• Activity: Using the data below, gather each line that includes the word "width".

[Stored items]

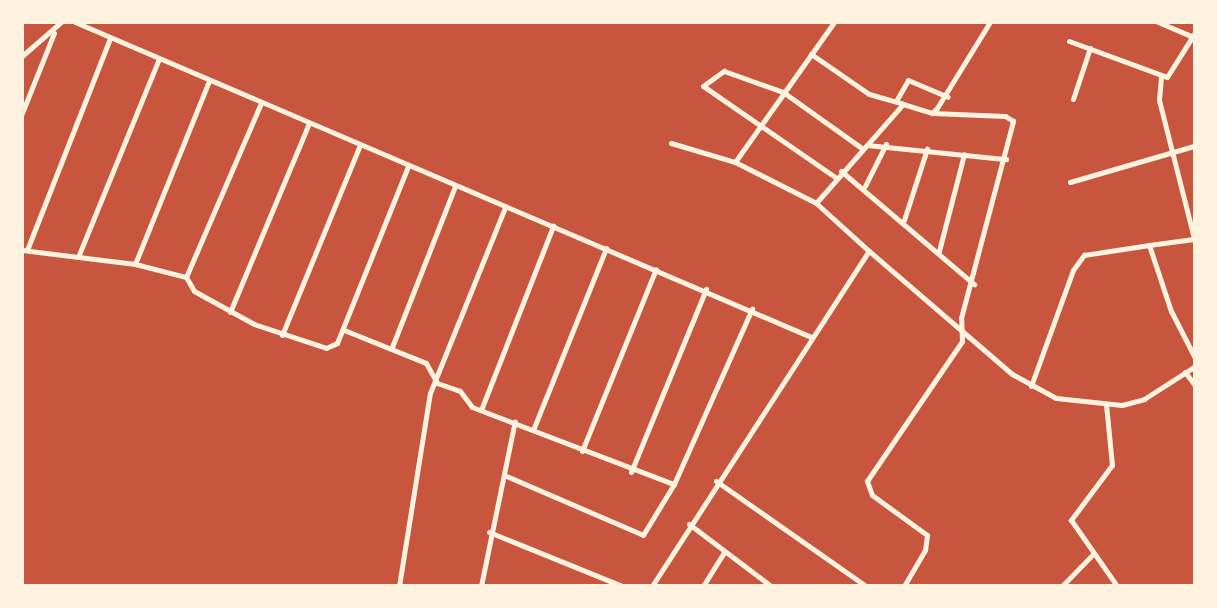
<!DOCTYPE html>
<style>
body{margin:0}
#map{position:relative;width:1217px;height:608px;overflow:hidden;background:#c8553d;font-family:Karla,sans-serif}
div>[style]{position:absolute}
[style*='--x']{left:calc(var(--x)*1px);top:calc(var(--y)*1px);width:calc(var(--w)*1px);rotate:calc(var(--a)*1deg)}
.minor>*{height:5px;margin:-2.5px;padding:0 2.5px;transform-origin:2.5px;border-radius:2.5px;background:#fff3e0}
span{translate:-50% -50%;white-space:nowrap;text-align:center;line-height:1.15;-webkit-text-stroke:6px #fff3e0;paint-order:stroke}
.frame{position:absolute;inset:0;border:24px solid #fff3e0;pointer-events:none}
</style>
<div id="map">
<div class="minor">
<div style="--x:75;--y:22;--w:801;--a:23.17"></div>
<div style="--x:1158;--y:22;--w:38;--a:23"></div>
<div style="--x:1069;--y:41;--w:104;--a:20.2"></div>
<div style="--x:1167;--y:77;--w:51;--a:-57.9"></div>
<div style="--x:811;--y:54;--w:70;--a:34.6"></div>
<div style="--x:869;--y:94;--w:35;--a:16"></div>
<div style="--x:22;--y:56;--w:52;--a:-41.1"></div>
<div style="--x:1161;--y:77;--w:23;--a:95"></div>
<div style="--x:1159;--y:100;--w:142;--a:75.8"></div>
<div style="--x:1073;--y:99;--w:54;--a:-71.6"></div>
<div style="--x:896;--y:101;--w:24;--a:-60"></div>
<div style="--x:908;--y:80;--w:43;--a:23"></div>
<div style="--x:261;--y:103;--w:189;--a:113.3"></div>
<div style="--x:186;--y:277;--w:16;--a:60"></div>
<div style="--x:194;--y:291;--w:68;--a:28.8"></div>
<div style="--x:254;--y:324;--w:76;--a:18.4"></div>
<div style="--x:326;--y:348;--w:12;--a:-24"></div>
<div style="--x:337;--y:343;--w:191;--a:-68.1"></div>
<div style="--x:22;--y:113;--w:86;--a:-68.2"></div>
<div style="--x:671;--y:143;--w:67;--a:16.5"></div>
<div style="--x:735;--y:162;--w:91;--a:26.8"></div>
<div style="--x:816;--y:203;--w:72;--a:42.2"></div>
<div style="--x:867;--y:145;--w:140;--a:5.8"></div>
<div style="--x:735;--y:162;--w:171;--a:-54.7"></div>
<div style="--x:841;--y:171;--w:175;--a:40.4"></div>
<div style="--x:835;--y:177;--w:160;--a:-145.4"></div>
<div style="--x:703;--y:86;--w:26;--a:-36"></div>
<div style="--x:724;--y:71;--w:63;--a:19.6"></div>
<div style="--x:783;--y:92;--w:98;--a:35.5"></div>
<div style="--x:1070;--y:182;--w:129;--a:-16.2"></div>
<div style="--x:865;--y:186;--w:47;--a:-63.4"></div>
<div style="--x:816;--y:203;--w:132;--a:-48.7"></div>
<div style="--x:903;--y:104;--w:30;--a:17"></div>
<div style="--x:932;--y:113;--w:7;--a:-45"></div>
<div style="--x:937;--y:108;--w:101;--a:-58.4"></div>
<div style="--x:904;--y:220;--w:75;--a:-72.1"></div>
<div style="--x:1149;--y:245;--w:45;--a:-7.6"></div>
<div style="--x:22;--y:250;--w:114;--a:7.1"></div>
<div style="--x:135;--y:264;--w:197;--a:-68"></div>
<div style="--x:27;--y:250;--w:228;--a:-68.6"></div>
<div style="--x:939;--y:251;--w:100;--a:-75.5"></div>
<div style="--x:78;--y:257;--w:214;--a:-67.8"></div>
<div style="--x:135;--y:264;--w:53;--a:14.3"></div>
<div style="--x:230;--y:312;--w:205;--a:-67.3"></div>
<div style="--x:344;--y:330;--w:88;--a:21.9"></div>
<div style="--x:426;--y:363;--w:23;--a:61"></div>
<div style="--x:437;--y:383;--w:24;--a:19"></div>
<div style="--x:460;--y:391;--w:20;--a:53"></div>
<div style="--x:472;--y:407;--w:216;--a:20.9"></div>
<div style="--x:674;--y:484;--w:192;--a:-66"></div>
<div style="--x:282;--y:335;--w:205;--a:-67.7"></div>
<div style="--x:392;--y:347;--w:173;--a:-68.6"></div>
<div style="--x:1185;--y:372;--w:15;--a:53"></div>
<div style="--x:1031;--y:386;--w:123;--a:-70.1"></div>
<div style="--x:1073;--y:270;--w:19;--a:-54"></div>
<div style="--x:1084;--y:255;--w:66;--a:-8.7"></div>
<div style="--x:1149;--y:245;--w:70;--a:71.6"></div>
<div style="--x:1171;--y:311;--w:51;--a:62.9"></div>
<div style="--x:1106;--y:404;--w:61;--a:84.4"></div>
<div style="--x:1112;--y:465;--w:69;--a:126.7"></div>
<div style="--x:1071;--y:520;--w:80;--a:55.1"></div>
<div style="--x:481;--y:410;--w:198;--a:-68.6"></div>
<div style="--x:533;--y:430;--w:196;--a:-68.1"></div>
<div style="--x:582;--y:451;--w:196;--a:-67.9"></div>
<div style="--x:631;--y:472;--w:198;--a:-67.7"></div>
<div style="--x:504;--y:475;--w:151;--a:23.3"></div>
<div style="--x:643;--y:535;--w:60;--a:-58.7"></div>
<div style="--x:716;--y:481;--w:183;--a:35"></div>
<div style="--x:689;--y:524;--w:103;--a:37.1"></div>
<div style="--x:489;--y:532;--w:144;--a:22.1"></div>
<div style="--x:399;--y:586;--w:195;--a:-80.9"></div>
<div style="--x:430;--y:393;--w:201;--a:-68"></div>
<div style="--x:481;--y:586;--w:168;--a:-78.4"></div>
<div style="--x:652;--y:586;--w:399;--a:-57.1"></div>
<div style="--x:869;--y:251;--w:189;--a:40.7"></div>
<div style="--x:1012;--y:374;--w:50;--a:28.6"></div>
<div style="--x:1056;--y:398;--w:66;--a:6.1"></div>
<div style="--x:1122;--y:405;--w:23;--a:-15"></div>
<div style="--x:1144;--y:399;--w:59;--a:-32.6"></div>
<div style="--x:703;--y:586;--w:39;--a:-58"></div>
<div style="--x:904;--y:586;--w:42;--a:-59.7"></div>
<div style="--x:925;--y:550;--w:15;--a:-82"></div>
<div style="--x:927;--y:535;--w:68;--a:-144"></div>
<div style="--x:872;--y:495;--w:15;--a:-110"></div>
<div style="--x:867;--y:481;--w:169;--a:-55.8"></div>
<div style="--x:962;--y:341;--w:23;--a:-92"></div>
<div style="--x:961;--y:318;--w:204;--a:-75.2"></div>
<div style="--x:1013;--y:121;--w:9;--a:-148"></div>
<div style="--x:1005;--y:116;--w:73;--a:-177.6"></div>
<div style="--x:1062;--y:586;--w:43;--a:-45.9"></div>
</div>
<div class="frame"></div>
</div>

• Exercise result:
#map{position:relative;width:1217px;height:608px;overflow:hidden;background:#c8553d;font-family:Karla,sans-serif}
[style*='--x']{left:calc(var(--x)*1px);top:calc(var(--y)*1px);width:calc(var(--w)*1px);rotate:calc(var(--a)*1deg)}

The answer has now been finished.